» Work order
Look over the lines below. Report each one that includes the string "stream".

START Listed entries

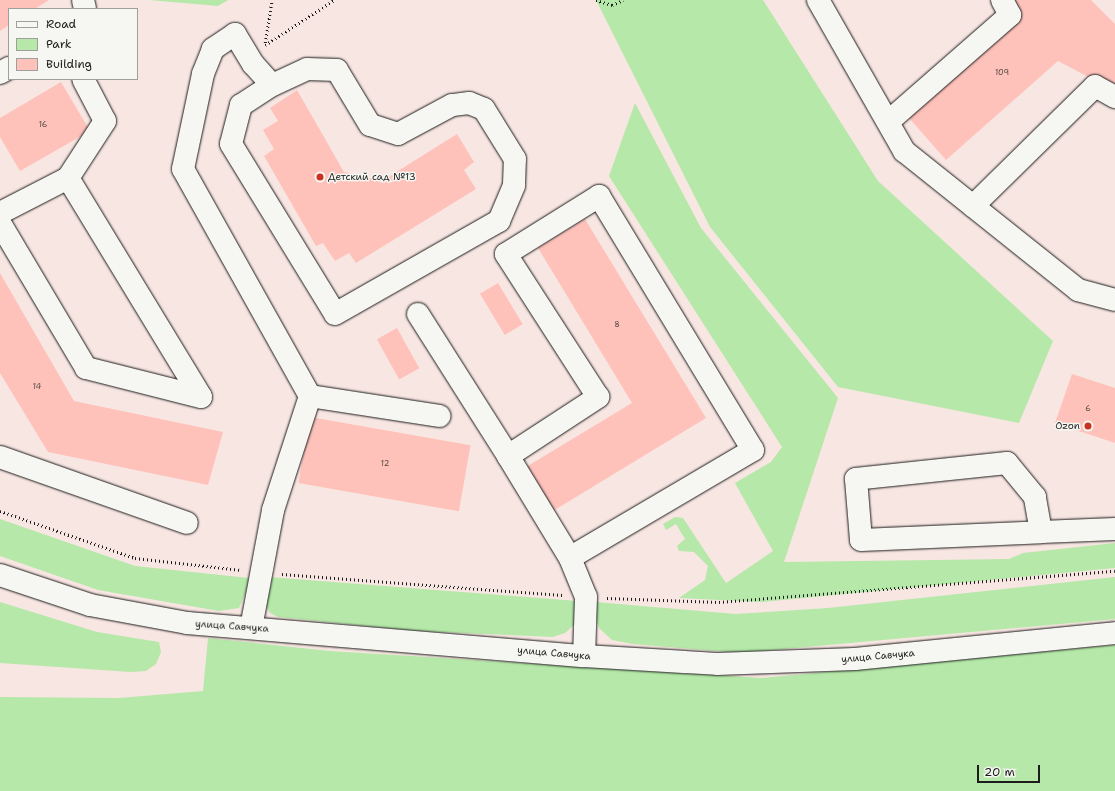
<!DOCTYPE html>
<meta charset="utf-8">
<style>
body{margin:0}
#map{position:relative;width:1115px;height:791px;overflow:hidden;background:#f8e6e2;font-family:"Shantell Sans",sans-serif}
div>[style]{position:absolute}
[style*='--x']{left:calc(var(--x)*1px);top:calc(var(--y)*1px);width:calc(var(--w)*1px);rotate:calc(var(--a)*1deg)}
.green>*{inset:0;background:#b5e8a9}
.building>*{inset:0;background:#fec2bb;transform-origin:0 0}
.path>*{height:2.5px;margin-top:-1.25px;transform-origin:0;background:repeating-linear-gradient(90deg,#1c1c1c 0 1px,transparent 0 4px)}
.roads{filter:drop-shadow(0 0 1px #1c1c1c) drop-shadow(0 0 1px #1c1c1c)}
.minor>*{height:22px;margin:-11px;padding:0 11px;transform-origin:11px;border-radius:11px;background:#f6f6f2}
.dots>*{width:11px;height:11px;translate:-50% -50%;box-sizing:border-box;border:2px solid #f6f6f2;border-radius:50%}
span{translate:-50% -50%;white-space:nowrap;text-align:center;line-height:1.15;-webkit-text-stroke:3px #f6f6f2;paint-order:stroke}
.number-label{font-size:8px;color:#544644}
.number-label span{-webkit-text-stroke-width:0}
.poi-label{font-size:10px;color:#1c1c1c}
.left{translate:0 -50%;text-align:left}
.right{translate:-100% -50%;text-align:right}
.street-label{font-size:10px;color:#1c1c1c}
.legend{position:absolute;left:8px;top:8px;width:130px;height:72px;box-sizing:border-box;background:#f6f6f2;border:1px solid #9f9f9c;margin:0;padding:5px 7px;list-style:none;font-size:12px;color:#1c1c1c}
.legend li{display:flex;align-items:center;gap:8px;height:20px}
.legend b{width:20px;border:1px solid #9f9f9c}
.scale{position:absolute;left:977px;top:765px;width:63px;height:18px;box-sizing:border-box;border:2px solid #1c1c1c;border-top:0;padding-left:5px;font-size:12px;line-height:14px;white-space:nowrap;color:#1c1c1c;-webkit-text-stroke:3px #f6f6f2;paint-order:stroke}
</style>
<div id="map">
<div class="green">
<div style="clip-path:polygon(149px 0,228px 0,218px 6px)"></div>
<div style="clip-path:polygon(596px 0,763px 0,878px 181px,1053px 341px,1019px 423px,838px 387px,710px 227px)"></div>
<div style="clip-path:polygon(635px 103px,701px 228px,838px 398px,784px 562px,1009px 559px,1023px 553px,1115px 543px,1115px 568px,762px 602px,679px 598px,705px 580px,708px 566px,694px 552px,679px 551px,677px 546px,685px 539px,676px 524px,666px 530px,663px 524px,675px 517px,683px 518px,726px 583px,773px 551px,735px 483px,771px 462px,782px 447px,609px 176px)"></div>
<div style="clip-path:polygon(0 519px,135px 566px,249px 578px,246px 592px,239px 608px,219px 611px,98px 590px,0 556px)"></div>
<div style="clip-path:polygon(269px 577px,577px 601px,575px 624px,565px 633px,553px 637px,416px 631px,278px 617px,270px 613px,263px 601px)"></div>
<div style="clip-path:polygon(1115px 577px,1115px 619px,739px 653px,633px 644px,612px 640px,599px 628px,593px 609px,595px 602px,736px 614px,828px 608px)"></div>
<div style="clip-path:polygon(0 602px,97px 632px,159px 642px,161px 652px,156px 664px,146px 671px,131px 672px,0 663px)"></div>
<div style="clip-path:polygon(208px 638px,330px 651px,762px 678px,1115px 645px,1115px 791px,0 791px,0 697px,119px 698px,203px 691px)"></div>
</div>
<div class="building">
<div style="clip-path:polygon(0 0,49px 0,35px 9px,9px 9px,9px 25px,0 31px)"></div>
<div style="clip-path:polygon(1011px 0,1091px 0,1115px 24px,1115px 91px,1058px 61px,946px 160px,909px 118px)"></div>
<div style="clip-path:polygon(61px 82px,90px 131px,20px 171px,0 137px,0 118px)"></div>
<div style="clip-path:polygon(297px 90px,344px 172px,382px 181px,457px 134px,474px 162px,464px 170px,476px 189px,356px 263px,349px 253px,335px 261px,323px 243px,316px 246px,264px 156px,274px 149px,263px 130px,278px 121px,270px 108px)"></div>
<div style="clip-path:polygon(585px 219px,706px 418px,553px 511px,526px 467px,632px 403px,538px 248px)"></div>
<div style="clip-path:polygon(0 273px,74px 401px,223px 432px,208px 485px,48px 452px,0 373px)"></div>
<div style="left:498px;top:283px;width:48px;height:21px;rotate:59deg"></div>
<div style="left:397px;top:328px;width:46px;height:23px;rotate:61deg"></div>
<div style="clip-path:polygon(1072px 374px,1115px 388px,1115px 443px,1055px 423px)"></div>
<div style="left:310px;top:417px;width:163px;height:67px;rotate:10deg"></div>
</div>
<div class="path">
<div style="--x:596;--y:0;--w:17;--a:17"></div>
<div style="--x:612;--y:5;--w:12;--a:-24"></div>
<div style="--x:265;--y:43;--w:44;--a:-80.8"></div>
<div style="--x:265;--y:45;--w:82;--a:-33.1"></div>
<div style="--x:0;--y:511;--w:143;--a:19.2"></div>
<div style="--x:135;--y:558;--w:107;--a:6.5"></div>
<div style="--x:282;--y:574;--w:281;--a:4.3"></div>
<div style="--x:607;--y:598;--w:112;--a:2"></div>
<div style="--x:719;--y:602;--w:397;--a:-4.5"></div>
</div>
<div class="roads">
<div class="minor">
<div style="--x:83;--y:0;--w:9;--a:77"></div>
<div style="--x:818;--y:0;--w:174;--a:60.3"></div>
<div style="--x:904;--y:151;--w:223;--a:38.6"></div>
<div style="--x:1078;--y:290;--w:38;--a:15"></div>
<div style="--x:0;--y:73;--w:10;--a:-29"></div>
<div style="--x:272;--y:85;--w:37;--a:147"></div>
<div style="--x:241;--y:105;--w:40;--a:104.4"></div>
<div style="--x:231;--y:144;--w:199;--a:58.5"></div>
<div style="--x:335;--y:314;--w:189;--a:-29.6"></div>
<div style="--x:499;--y:221;--w:39;--a:-67"></div>
<div style="--x:514;--y:185;--w:26;--a:-88"></div>
<div style="--x:515;--y:159;--w:59;--a:-121.8"></div>
<div style="--x:484;--y:109;--w:16;--a:-158"></div>
<div style="--x:469;--y:103;--w:17;--a:173"></div>
<div style="--x:452;--y:105;--w:61;--a:151.8"></div>
<div style="--x:398;--y:134;--w:29;--a:-162"></div>
<div style="--x:370;--y:125;--w:64;--a:-121"></div>
<div style="--x:337;--y:70;--w:30;--a:-178"></div>
<div style="--x:307;--y:69;--w:38;--a:155"></div>
<div style="--x:272;--y:85;--w:28;--a:-132"></div>
<div style="--x:253;--y:64;--w:35;--a:-121"></div>
<div style="--x:235;--y:34;--w:27;--a:146"></div>
<div style="--x:213;--y:49;--w:27;--a:112"></div>
<div style="--x:203;--y:74;--w:97;--a:101.9"></div>
<div style="--x:183;--y:169;--w:260;--a:60.8"></div>
<div style="--x:889;--y:121;--w:161;--a:-41.2"></div>
<div style="--x:1010;--y:15;--w:17;--a:-118"></div>
<div style="--x:68;--y:178;--w:68;--a:-57"></div>
<div style="--x:105;--y:121;--w:47;--a:-117.6"></div>
<div style="--x:973;--y:206;--w:171;--a:-44.5"></div>
<div style="--x:1095;--y:86;--w:23;--a:29"></div>
<div style="--x:0;--y:213;--w:76;--a:-27.2"></div>
<div style="--x:68;--y:178;--w:256;--a:58.7"></div>
<div style="--x:201;--y:397;--w:119;--a:-165.8"></div>
<div style="--x:86;--y:368;--w:169;--a:-120.7"></div>
<div style="--x:418;--y:314;--w:168;--a:57.6"></div>
<div style="--x:0;--y:457;--w:198;--a:19.4"></div>
<div style="--x:1041;--y:532;--w:36;--a:-100"></div>
<div style="--x:1035;--y:497;--w:44;--a:-129.5"></div>
<div style="--x:1007;--y:463;--w:152;--a:174"></div>
<div style="--x:856;--y:479;--w:61;--a:85.3"></div>
<div style="--x:861;--y:540;--w:180;--a:-2.5"></div>
<div style="--x:1041;--y:532;--w:74;--a:-2.3"></div>
<div style="--x:570;--y:558;--w:119;--a:-121.3"></div>
<div style="--x:508;--y:456;--w:108;--a:-33.2"></div>
<div style="--x:598;--y:397;--w:170;--a:-122.8"></div>
<div style="--x:506;--y:254;--w:110;--a:-31.9"></div>
<div style="--x:599;--y:196;--w:297;--a:58.8"></div>
<div style="--x:753;--y:450;--w:212;--a:149.5"></div>
<div style="--x:570;--y:558;--w:42;--a:67.7"></div>
<div style="--x:586;--y:597;--w:59;--a:91.9"></div>
<div style="--x:0;--y:575;--w:95;--a:18.4"></div>
<div style="--x:90;--y:605;--w:99;--a:10.5"></div>
<div style="--x:187;--y:623;--w:398;--a:4.8"></div>
<div style="--x:584;--y:656;--w:133;--a:3.4"></div>
<div style="--x:717;--y:664;--w:138;--a:-2.1"></div>
<div style="--x:855;--y:659;--w:261;--a:-5.7"></div>
<div style="--x:251;--y:628;--w:120;--a:-79.4"></div>
<div style="--x:273;--y:510;--w:120;--a:-72"></div>
<div style="--x:310;--y:396;--w:131;--a:8.8"></div>
</div>
</div>
<div class="dots">
<div style="left:320px;top:177px;background:#c8321e"></div>
<div style="left:1088px;top:426px;background:#c8321e"></div>
</div>
<div class="number-label">
<span style="left:1002px;top:73px">109</span>
<span style="left:43px;top:125px">16</span>
<span style="left:617px;top:325px">8</span>
<span style="left:37px;top:387px">14</span>
<span style="left:1088px;top:409px">6</span>
<span style="left:385px;top:464px">12</span>
</div>
<div class="poi-label">
<span class="left" style="left:328px;top:177px">Детский сад №13</span>
<span class="right" style="left:1080px;top:426px">Ozon</span>
</div>
<div class="street-label">
<span style="left:232px;top:626px;rotate:4deg">улица Савчука</span>
<span style="left:554px;top:653px;rotate:5deg">улица Савчука</span>
<span style="left:878px;top:656px;rotate:-5deg">улица Савчука</span>
</div>
<ul class="legend">
<li><b style="height:5px;background:#f6f6f2"></b>Road</li>
<li><b style="height:11px;background:#b5e8a9"></b>Park</li>
<li><b style="height:11px;background:#fec2bb"></b>Building</li>
</ul>
<div class="scale">20 m</div>
</div>
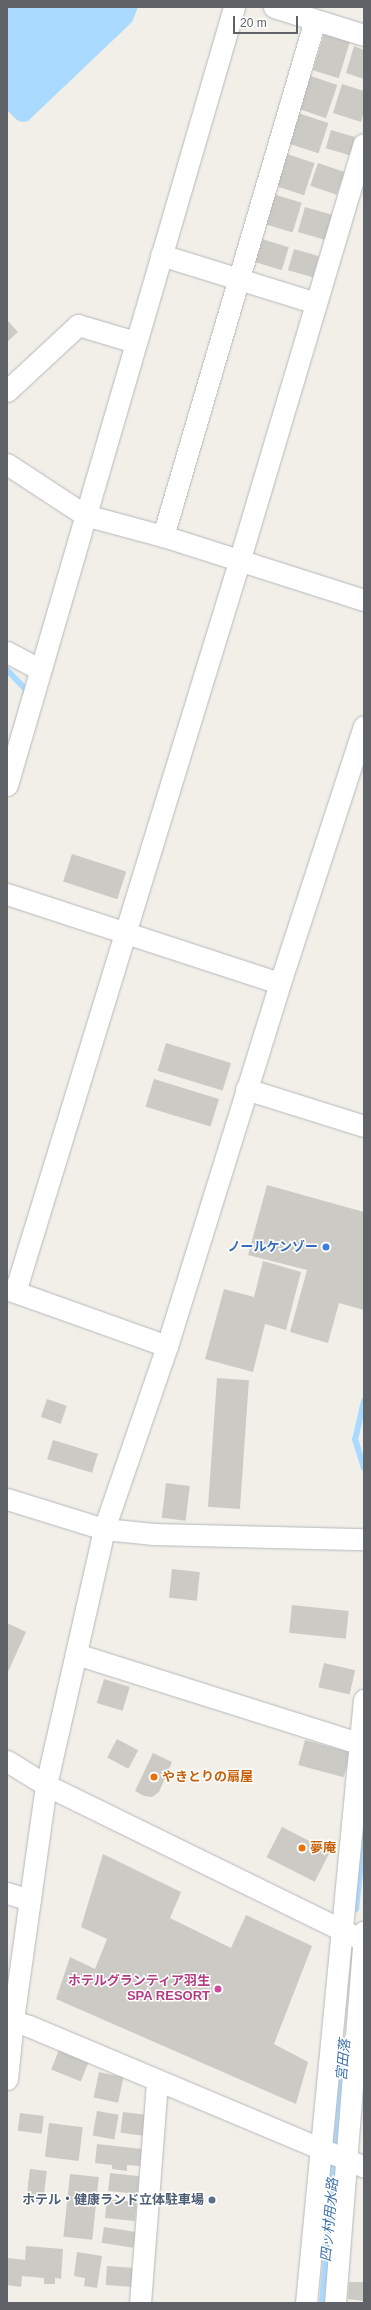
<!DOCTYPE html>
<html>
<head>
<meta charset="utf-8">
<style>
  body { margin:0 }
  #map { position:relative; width:371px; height:2310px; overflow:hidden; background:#f1efe8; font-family:Arial,"Noto Sans JP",sans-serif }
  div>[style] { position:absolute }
  .water>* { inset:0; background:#aadaff }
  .stream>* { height:6px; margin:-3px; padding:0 3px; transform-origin:3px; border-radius:3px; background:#aadaff }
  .building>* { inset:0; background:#cccac5; transform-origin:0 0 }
  .roads { filter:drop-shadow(0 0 1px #b5b8bc) drop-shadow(0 0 1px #b5b8bc) }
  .minor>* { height:21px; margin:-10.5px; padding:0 10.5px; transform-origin:10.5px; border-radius:10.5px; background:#fff }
  .dots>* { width:11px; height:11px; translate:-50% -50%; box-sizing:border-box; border:2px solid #fff; border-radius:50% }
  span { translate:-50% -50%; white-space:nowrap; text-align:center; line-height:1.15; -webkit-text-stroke:3px #fff; paint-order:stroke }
  .shop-label { font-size:13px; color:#366cbe; font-weight:700 }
  .right { translate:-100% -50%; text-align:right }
  .food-label { font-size:13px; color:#c56008; font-weight:700 }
  .left { translate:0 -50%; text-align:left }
  .hotel-label { font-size:13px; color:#b23c85; font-weight:700 }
  .service-label { font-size:13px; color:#4e5e75; font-weight:700 }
  .water-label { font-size:14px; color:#4174aa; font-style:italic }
  .frame { position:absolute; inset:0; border:8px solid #5f6368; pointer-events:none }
  .scale { position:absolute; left:233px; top:16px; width:65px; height:18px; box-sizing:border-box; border:2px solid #5f6368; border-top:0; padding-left:5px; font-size:12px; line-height:14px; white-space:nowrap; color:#5f6368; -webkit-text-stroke:3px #fff; paint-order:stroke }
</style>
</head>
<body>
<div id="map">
  <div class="water">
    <i style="clip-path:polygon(7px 7px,138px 7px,132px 22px,28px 121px,22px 122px,17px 120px,7px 110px)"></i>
  </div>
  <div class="stream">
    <i style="left:7px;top:670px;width:28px;rotate:46deg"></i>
    <i style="left:26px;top:690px;width:5px;rotate:101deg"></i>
    <i style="left:364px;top:1401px;width:39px;rotate:103deg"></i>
    <i style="left:355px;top:1439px;width:30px;rotate:73deg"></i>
    <i style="left:356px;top:1909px;width:74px;rotate:-83.8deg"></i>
    <i style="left:322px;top:2303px;width:254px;rotate:-85deg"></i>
  </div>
  <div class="building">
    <i style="left:324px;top:34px;width:27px;height:38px;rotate:17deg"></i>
    <i style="clip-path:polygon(354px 46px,364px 50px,364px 79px,346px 73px)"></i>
    <i style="left:308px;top:75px;width:31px;height:35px;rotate:19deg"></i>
    <i style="clip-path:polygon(342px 84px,364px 91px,364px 111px,361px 122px,333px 113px)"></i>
    <i style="left:298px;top:113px;width:32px;height:32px;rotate:18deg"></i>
    <i style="left:331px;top:130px;width:25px;height:19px;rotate:16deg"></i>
    <i style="left:287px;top:154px;width:29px;height:34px;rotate:18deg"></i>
    <i style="left:318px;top:163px;width:28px;height:24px;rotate:19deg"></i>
    <i style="left:273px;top:194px;width:30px;height:31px;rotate:17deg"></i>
    <i style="left:305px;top:207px;width:29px;height:26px;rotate:16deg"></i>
    <i style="left:262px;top:239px;width:28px;height:24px;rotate:17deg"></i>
    <i style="left:294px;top:249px;width:26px;height:22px;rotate:16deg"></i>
    <i style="clip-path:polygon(7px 320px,18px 332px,7px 342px)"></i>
    <i style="left:72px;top:854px;width:57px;height:29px;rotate:18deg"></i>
    <i style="left:166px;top:1043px;width:68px;height:29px;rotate:17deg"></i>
    <i style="left:154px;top:1079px;width:68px;height:29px;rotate:17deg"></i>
    <i style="clip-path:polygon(267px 1185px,364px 1212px,364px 1310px,339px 1303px,328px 1343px,290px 1332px,307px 1270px,248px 1255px)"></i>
    <i style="clip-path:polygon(263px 1261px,301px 1272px,286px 1330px,265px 1324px,253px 1372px,205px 1359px,224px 1289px,254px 1297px)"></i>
    <i style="left:217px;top:1378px;width:32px;height:129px;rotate:4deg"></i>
    <i style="left:47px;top:1399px;width:21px;height:19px;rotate:19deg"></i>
    <i style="left:53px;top:1440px;width:47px;height:20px;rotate:17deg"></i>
    <i style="left:166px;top:1483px;width:24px;height:35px;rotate:7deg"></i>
    <i style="left:172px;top:1569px;width:28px;height:29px;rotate:6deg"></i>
    <i style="left:292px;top:1605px;width:57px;height:28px;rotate:6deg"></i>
    <i style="clip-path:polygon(7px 1623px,26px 1632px,7px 1674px)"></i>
    <i style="left:324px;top:1663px;width:32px;height:25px;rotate:13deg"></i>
    <i style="left:104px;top:1679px;width:27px;height:25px;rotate:17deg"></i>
    <i style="left:117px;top:1739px;width:24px;height:21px;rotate:28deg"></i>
    <i style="left:305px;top:1740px;width:47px;height:26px;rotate:15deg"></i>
    <i style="clip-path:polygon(153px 1753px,172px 1762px,159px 1792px,152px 1797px,144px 1796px,135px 1791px)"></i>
    <i style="left:282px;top:1827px;width:54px;height:34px;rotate:27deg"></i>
    <i style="clip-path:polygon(103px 1854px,181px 1892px,170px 1918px,231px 1948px,246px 1915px,312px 1946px,274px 2044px,308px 2062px,296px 2104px,56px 1999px,70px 1957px,95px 1969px,107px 1939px,81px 1927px)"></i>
    <i style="left:59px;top:2050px;width:32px;height:21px;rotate:22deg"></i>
    <i style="left:99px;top:2072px;width:25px;height:26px;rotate:12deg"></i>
    <i style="left:97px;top:2111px;width:22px;height:25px;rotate:10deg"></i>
    <i style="left:123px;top:2112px;width:25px;height:21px;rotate:7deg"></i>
    <i style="left:20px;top:2113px;width:24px;height:18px;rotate:7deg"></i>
    <i style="left:49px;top:2123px;width:34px;height:34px;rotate:7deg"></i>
    <i style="clip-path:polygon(97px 2144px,142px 2149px,141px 2166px,127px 2165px,127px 2171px,112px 2169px,112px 2165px,95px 2163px)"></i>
    <i style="left:30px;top:2169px;width:17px;height:34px;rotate:7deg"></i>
    <i style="left:110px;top:2173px;width:30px;height:18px;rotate:6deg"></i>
    <i style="left:70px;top:2174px;width:29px;height:63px;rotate:6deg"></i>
    <i style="left:107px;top:2199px;width:30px;height:19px;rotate:6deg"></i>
    <i style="left:104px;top:2227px;width:32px;height:16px;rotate:9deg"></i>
    <i style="clip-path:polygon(26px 2246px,63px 2249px,61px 2279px,55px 2278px,55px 2284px,44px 2284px,44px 2278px,22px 2276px,21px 2287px,7px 2285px,8px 2258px,25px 2260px)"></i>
    <i style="clip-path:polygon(77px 2252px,102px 2256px,97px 2288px,84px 2286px,85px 2278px,74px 2276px)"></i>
    <i style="left:107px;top:2266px;width:28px;height:19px;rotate:4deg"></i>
    <i style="clip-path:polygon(349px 2282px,364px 2282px,364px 2301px,348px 2299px)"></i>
  </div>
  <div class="roads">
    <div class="minor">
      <i style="left:274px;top:7px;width:94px;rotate:17.3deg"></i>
      <i style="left:161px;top:255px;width:162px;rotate:17.2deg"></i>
      <i style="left:7px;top:391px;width:97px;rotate:-42.9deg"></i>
      <i style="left:78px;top:325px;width:59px;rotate:16.6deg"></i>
      <i style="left:7px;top:464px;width:93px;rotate:33.2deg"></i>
      <i style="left:85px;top:515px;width:81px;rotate:15.1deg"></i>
      <i style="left:163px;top:536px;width:211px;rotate:17.7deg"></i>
      <i style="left:163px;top:536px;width:538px;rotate:-73.59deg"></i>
      <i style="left:7px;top:652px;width:38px;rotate:28deg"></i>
      <i style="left:7px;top:785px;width:810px;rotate:-73.73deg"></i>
      <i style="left:7px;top:894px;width:287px;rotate:18.1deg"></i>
      <i style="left:246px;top:1089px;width:124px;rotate:17.4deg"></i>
      <i style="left:7px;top:1289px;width:170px;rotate:19.6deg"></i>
      <i style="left:15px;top:1292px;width:764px;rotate:-72.94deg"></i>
      <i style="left:239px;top:562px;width:436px;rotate:-73.4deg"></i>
      <i style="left:7px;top:1499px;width:102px;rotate:17.2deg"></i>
      <i style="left:104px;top:1529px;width:50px;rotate:5.7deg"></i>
      <i style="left:154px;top:1534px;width:210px;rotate:1.4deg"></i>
      <i style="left:76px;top:1654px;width:297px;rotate:17.5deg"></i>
      <i style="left:7px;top:1761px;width:46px;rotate:31.6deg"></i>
      <i style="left:46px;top:1785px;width:354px;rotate:26.1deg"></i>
      <i style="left:7px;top:1893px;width:24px;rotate:17deg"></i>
      <i style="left:7px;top:2019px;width:23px;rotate:18deg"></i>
      <i style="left:29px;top:2026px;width:363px;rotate:22.8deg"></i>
      <i style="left:7px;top:2079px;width:59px;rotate:-84.2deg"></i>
      <i style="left:13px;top:2020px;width:237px;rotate:-82deg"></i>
      <i style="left:46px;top:1785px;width:262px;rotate:-77.2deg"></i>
      <i style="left:104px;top:1529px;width:194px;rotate:-71deg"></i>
      <i style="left:167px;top:1346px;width:380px;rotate:-72.7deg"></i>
      <i style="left:280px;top:983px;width:270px;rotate:-71.9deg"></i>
      <i style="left:140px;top:2303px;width:223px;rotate:-85.6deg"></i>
      <i style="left:306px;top:2303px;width:606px;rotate:-84.51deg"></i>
      <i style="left:335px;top:2303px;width:373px;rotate:-85.5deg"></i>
    </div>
  </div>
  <div class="dots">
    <i style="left:326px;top:1247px;background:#3f7fe0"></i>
    <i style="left:154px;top:1777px;background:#e8710a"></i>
    <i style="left:302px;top:1848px;background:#e8710a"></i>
    <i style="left:218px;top:1989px;background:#d1479c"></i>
    <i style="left:212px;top:2200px;background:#5c6f8a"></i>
  </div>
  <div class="shop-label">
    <span class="right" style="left:318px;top:1247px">ノールケンゾー</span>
  </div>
  <div class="food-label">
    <span class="left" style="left:162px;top:1777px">やきとりの扇屋</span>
    <span class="left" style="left:310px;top:1848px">夢庵</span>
  </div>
  <div class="hotel-label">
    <span class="right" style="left:210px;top:1989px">ホテルグランティア羽生<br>SPA RESORT</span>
  </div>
  <div class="service-label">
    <span class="right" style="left:204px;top:2200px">ホテル・健康ランド立体駐車場</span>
  </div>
  <div class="water-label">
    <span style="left:343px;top:2060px;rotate:-85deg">宮田落</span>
    <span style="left:329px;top:2220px;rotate:-85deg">四ッ村用水路</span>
  </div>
  <div class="frame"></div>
  <div class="scale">20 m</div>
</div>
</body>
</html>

END Listed entries

» Answer section
  .stream>* { height:6px; margin:-3px; padding:0 3px; transform-origin:3px; border-radius:3px; background:#aadaff }
  <div class="stream">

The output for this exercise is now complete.